Mycophenolate mofetil for induction and maintenance of remission in microscopic polyangiitis with mild to moderate renal involvement--a prospective, open-label pilot trial - PubMed (original) (raw)
Clinical Trial
Mycophenolate mofetil for induction and maintenance of remission in microscopic polyangiitis with mild to moderate renal involvement--a prospective, open-label pilot trial
Francisco Silva et al. Clin J Am Soc Nephrol. 2010 Mar.
Abstract
Background and objectives: Microscopic polyangiitis (MPA) is a systemic small-vessel vasculitis associated with anti-neutrophil cytoplasmic antibodies (ANCA), often targeting myeloperoxidase (MPO). Cyclophosphamide (CYC) plus corticosteroids (CS) is considered standard therapy for patients with renal involvement, but treatment response is not satisfactory in all patients and CYC has well recognized toxicity. This prospective pilot trial explored whether mycophenolate mofetil (MMF) represents an effective alternative to CYC for induction and maintenance of remission in MPA with mild to moderate renal involvement.
Design, setting, participants, & measurements: Seventeen P-ANCA/MPO-ANCA-positive patients with MPA with mild to moderate renal involvement received MMF (1000 mg orally, twice daily) and CS (intravenous methylprednisolone, 1 to 3 g, followed by oral prednisone at 1 mg/kg per day). Oral CS were discontinued by month 6; MMF was continued through month 18. The primary outcome measure was remission by month 6 and stable renal function. Secondary endpoints included major relapses necessitating a switch to CYC plus CS, minor relapses requiring an increase in CS dosage, and adverse events.
Results: Thirteen of 17 patients enrolled achieved the primary outcome, and 4 failed because of insufficient response, relapse, or MMF intolerance. Twelve patients remained in remission through month 18, renal function remained stable, and proteinuria improved. Side effects of MMF were mild, transient, and responsive to dose adjustments in all patients except one.
Conclusions: MMF represents an alternative to CYC for induction and maintenance of remission in patients with MPO-ANCA-associated MPA with mild to moderate renal disease.
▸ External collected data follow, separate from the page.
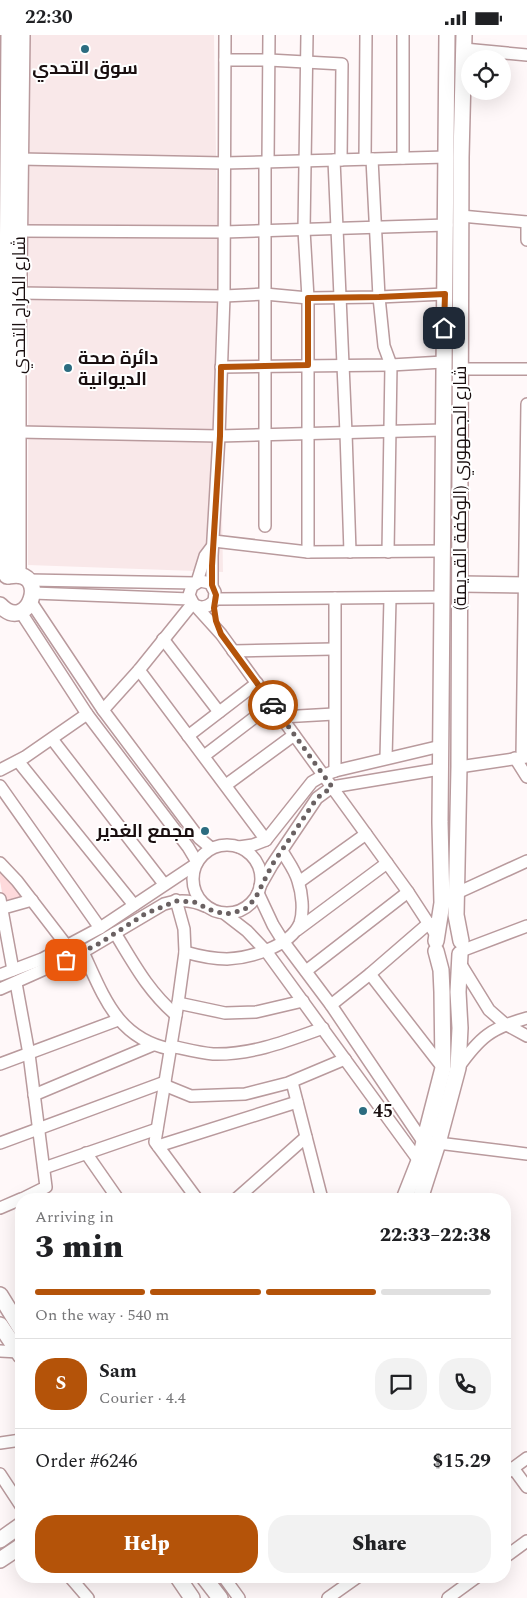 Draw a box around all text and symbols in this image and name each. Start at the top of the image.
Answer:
text: 22:30 [25,3,73,32]
marker: سوق التحدي [79,43,91,55]
map controls [461,50,511,100]
button: locate [461,50,511,100]
place label: سوق التحدي [32,55,138,82]
street label: شارع الكراج التحدي [6,236,33,374]
pin [423,307,465,349]
icon: home [430,314,458,342]
place label: دائرة صحة الديوانية [78,345,158,393]
marker: دائرة صحة الديوانية [62,362,74,374]
street label: شارع الجمهوري (الوكفة القديمة) [447,366,474,610]
courier [248,680,298,730]
icon: car [259,691,287,719]
place label: مجمع الغدير [96,818,195,845]
marker: مجمع الغدير [199,825,211,837]
pin [45,939,87,981]
icon: bag [52,946,80,974]
place label: 45 [373,1098,393,1125]
marker: 45 [357,1105,369,1117]
text: Arriving in [35,1205,114,1229]
text: 22:33–22:38 [380,1221,491,1250]
text: 3 min [35,1223,123,1272]
text: On the way · 540 m [35,1303,169,1327]
text: Sam [99,1357,137,1386]
button: chat [375,1358,427,1410]
button: phone [439,1358,491,1410]
text: S [56,1369,66,1398]
text: Courier · 4.4 [99,1386,186,1410]
text: Order #6246 [35,1447,138,1476]
text: $15.29 [433,1447,491,1476]
button: Help [35,1515,258,1573]
button: Share [268,1515,491,1573]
Trial registration: ClinicalTrials.gov NCT00405860.
Figures
Figure 1.
Treatment response at different points of follow-up. Patients who met the primary endpoint of remission (BVAS/WG = 0) with stable or improved renal function, black; had persistently active disease (BVAS/WG persistently >0), gray; or were counted as treatment failures (relapse, lack of response, or intolerance of MMF), white.
Figure 2.
Disease activity assessed by (A) BVAS/WG, (B) MPO-ANCA levels, (C) erythrocyte sedimentation rate, (D) C-reactive protein, (E) eGFR, and (F) proteinuria. Shown are the medians, interquartile range, and minimum/maximum values. The statistical analyses presented correspond to the comparisons between baseline and week 24 and between week 24 and the end of the trial (week 72). Data shown for each time point are based on patients remaining on protocolized therapy as indicated.